Я эту пижаму купила года два назад по дурости, но она стала для меня спасением, когда Ваня болел. Я надевала ее, обнимала сына и была большой плюшевой единорожкой, которая пела тихие колыбельные. И, похоже, Ваня отыскал ее в шкафу и на него нахлынули теплые воспоминания.
— Мам…
— Да, сына? — тихо спрашиваю и отставляю стакан.
Ваня протягивает пижаму и строит сладкую просящую моську, сложив бровки домиком.
— Ваня, мне надо чемодан собирать, — предпринимаю попытку отмазаться от обращения в сиреневого единорога с кривым, мягким и радужным рогом и смешными ушами на капюшоне.
— Бабуля его собирает, — Ваня распахивает свои глазки и смотрит на меня невинным ангелочком.
Адам переводит взгляд с Вани на меня и обратно. Опять в его глазах полное мужское недоумение происходящим.
— Ладно, давай сюда, — вздыхаю и мягко выхватываю пижаму из рук Вани, сломавшись по его детским обаянием.
Торопливо облачаюсь в широкую и просторную пижаму, застегиваю молнию на пузе, накидываю капюшон на голову и сажусь на пол по-турецки. Протягиваю руки к Ване, чьи глаза вспыхивают восторгом:
— Волшебные обнимашки.
Ваня кидается ко мне, устраивается у меня на ногах и прижимается, закрыв глаза.
Обнимаю его, медленно покачиваюсь из стороны в сторону и запеваю простой и незамысловатый мотив, который всегда его успокаивал, вглядываясь в глаза молчаливого Адама.
Два разных человека встретились и родился третий. Родился не по плану и из-за легкомыслия. Родился с громкими криками, оповестив молодую и дурную девицу, что рыдала на кушетке от страха перед будущим, о своем появлении. Родился похожим на маму и на папу, которого не было рядом. Возможно, все могло бы быть иначе, но что толку сейчас сожалеть об ошибках и злиться?

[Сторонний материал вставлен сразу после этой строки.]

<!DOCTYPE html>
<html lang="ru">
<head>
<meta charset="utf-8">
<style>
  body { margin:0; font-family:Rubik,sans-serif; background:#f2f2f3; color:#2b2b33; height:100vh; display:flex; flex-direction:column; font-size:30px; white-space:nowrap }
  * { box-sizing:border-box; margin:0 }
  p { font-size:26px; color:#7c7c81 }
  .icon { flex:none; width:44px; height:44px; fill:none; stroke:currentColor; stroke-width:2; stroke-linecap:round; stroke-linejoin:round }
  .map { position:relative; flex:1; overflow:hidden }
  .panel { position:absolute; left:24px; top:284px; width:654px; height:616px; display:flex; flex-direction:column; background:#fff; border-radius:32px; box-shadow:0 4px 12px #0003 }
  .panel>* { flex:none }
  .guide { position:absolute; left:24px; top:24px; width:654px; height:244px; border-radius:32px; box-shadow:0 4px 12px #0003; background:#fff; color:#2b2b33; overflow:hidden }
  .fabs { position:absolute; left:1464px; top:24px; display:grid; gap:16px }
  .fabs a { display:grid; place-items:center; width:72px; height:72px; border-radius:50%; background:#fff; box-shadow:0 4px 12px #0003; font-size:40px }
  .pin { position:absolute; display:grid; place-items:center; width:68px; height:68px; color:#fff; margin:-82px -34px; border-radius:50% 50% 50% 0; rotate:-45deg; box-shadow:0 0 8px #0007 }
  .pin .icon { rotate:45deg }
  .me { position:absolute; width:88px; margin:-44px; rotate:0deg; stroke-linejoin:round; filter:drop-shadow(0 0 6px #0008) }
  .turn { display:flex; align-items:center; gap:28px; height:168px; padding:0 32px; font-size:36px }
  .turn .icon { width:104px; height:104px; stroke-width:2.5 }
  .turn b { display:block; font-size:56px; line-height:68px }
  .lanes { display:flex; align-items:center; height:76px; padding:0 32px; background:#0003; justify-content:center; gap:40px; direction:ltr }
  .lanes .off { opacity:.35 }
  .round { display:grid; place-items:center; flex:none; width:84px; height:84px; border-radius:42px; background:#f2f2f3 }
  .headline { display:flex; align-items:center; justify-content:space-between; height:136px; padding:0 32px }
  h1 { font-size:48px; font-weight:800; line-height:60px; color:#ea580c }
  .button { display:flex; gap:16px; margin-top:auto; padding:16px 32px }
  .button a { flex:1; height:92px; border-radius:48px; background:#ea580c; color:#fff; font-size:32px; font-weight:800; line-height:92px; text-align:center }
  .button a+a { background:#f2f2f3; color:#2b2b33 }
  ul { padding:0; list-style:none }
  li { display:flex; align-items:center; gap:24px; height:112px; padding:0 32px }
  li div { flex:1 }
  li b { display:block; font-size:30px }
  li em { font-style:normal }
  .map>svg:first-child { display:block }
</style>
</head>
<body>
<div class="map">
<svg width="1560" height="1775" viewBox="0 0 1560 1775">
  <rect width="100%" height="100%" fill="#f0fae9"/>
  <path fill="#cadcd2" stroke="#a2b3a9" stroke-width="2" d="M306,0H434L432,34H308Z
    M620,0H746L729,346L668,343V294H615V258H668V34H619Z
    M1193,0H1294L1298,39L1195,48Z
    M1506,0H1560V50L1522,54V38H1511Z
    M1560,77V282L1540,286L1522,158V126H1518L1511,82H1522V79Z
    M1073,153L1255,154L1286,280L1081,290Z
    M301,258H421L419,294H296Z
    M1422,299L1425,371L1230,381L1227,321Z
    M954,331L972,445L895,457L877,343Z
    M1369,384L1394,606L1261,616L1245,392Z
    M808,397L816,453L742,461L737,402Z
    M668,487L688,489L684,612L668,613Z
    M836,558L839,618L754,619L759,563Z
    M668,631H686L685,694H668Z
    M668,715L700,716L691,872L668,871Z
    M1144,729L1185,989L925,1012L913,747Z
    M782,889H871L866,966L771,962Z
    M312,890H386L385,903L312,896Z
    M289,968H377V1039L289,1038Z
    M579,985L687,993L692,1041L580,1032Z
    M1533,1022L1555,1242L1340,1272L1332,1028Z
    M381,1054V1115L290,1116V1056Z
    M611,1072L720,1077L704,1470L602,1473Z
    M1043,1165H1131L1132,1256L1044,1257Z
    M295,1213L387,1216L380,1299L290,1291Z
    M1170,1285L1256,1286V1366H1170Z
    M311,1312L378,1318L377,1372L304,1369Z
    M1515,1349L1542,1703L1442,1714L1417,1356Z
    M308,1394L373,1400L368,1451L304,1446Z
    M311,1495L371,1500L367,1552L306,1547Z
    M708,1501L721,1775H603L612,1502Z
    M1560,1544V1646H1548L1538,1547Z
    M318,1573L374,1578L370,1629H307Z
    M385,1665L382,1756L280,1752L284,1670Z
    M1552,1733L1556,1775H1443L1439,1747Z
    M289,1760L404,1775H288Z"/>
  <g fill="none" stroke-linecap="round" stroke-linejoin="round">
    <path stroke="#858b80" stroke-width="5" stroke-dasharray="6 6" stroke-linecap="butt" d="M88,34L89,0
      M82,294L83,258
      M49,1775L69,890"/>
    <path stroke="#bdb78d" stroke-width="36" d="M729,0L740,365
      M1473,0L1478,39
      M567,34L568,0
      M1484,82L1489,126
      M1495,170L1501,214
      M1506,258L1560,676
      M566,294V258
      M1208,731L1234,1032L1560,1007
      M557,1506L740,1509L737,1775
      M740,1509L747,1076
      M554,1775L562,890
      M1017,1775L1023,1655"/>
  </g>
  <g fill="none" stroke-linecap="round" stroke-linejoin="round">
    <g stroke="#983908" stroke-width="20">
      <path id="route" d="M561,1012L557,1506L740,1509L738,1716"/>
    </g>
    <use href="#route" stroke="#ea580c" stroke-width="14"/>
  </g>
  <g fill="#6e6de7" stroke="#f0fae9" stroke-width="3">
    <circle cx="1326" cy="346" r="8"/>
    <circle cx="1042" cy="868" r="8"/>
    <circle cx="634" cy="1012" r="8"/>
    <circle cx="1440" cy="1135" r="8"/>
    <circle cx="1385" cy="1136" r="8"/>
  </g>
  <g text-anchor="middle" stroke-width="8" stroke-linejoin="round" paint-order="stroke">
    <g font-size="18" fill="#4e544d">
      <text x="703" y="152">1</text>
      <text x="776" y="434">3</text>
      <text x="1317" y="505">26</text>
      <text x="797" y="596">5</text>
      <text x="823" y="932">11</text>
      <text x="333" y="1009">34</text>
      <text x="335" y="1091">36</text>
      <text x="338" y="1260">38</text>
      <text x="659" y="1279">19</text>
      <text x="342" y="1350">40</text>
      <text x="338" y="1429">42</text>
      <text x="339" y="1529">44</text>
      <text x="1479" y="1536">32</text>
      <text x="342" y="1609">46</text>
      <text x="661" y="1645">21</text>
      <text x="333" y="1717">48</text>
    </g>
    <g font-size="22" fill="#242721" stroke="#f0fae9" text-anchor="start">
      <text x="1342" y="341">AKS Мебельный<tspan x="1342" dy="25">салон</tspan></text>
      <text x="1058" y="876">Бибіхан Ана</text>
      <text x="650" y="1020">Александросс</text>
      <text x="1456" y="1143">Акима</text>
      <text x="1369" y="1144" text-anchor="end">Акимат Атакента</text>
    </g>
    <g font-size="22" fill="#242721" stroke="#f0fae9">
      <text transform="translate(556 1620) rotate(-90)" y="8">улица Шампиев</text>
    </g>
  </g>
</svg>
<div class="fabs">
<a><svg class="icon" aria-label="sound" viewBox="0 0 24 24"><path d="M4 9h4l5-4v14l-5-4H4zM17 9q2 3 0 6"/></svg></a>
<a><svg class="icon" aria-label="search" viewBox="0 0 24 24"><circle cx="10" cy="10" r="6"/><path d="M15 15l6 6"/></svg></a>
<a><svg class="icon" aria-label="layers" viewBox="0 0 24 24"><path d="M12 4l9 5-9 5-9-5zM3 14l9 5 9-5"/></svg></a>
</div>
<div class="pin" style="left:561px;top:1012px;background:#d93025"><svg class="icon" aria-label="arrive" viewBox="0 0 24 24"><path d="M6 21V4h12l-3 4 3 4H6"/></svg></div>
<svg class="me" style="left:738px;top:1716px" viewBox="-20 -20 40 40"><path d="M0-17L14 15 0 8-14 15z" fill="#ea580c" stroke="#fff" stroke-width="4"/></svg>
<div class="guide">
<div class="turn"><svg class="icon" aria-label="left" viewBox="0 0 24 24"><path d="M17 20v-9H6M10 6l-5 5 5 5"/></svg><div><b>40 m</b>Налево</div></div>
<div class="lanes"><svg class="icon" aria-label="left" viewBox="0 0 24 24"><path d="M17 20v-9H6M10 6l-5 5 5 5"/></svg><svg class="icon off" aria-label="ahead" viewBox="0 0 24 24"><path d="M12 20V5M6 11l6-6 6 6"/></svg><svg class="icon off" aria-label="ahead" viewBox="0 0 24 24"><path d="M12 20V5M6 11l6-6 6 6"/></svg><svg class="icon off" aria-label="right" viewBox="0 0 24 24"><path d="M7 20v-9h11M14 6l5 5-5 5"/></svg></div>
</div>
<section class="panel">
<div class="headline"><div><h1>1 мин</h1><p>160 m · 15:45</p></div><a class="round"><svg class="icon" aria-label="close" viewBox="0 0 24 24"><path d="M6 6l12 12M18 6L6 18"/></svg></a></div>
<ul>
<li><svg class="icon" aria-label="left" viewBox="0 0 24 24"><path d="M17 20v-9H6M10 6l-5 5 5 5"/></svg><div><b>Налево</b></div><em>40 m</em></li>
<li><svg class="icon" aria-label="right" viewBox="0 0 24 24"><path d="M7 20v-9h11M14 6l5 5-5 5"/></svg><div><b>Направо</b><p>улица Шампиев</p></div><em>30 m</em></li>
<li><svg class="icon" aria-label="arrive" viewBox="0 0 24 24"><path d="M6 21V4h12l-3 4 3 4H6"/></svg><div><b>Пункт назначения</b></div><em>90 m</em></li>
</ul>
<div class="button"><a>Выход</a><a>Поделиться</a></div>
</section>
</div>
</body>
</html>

Сиреневому ушастому единорогу с радужным рогом теперь придется крутиться в новых суровых реалиях, в которых есть мужчина, у которого по лицу пробегает темная тень от моего мелодичного и тихого мычания. Мужчина, о котором ни черта не знаю и который многое скрывает.
— Я собрала ваши вещички, — на кухню заглядывает мама. — Кинула только основное, а остальное, если понадобится, заберете.
— Тогда поехали, — Адам встает и выходит из кухни с каменной рожей, будто ежа проглотил.
— Ма, — сонно шепчет Ваня. — Не снимай пижаму. Я немного боюсь.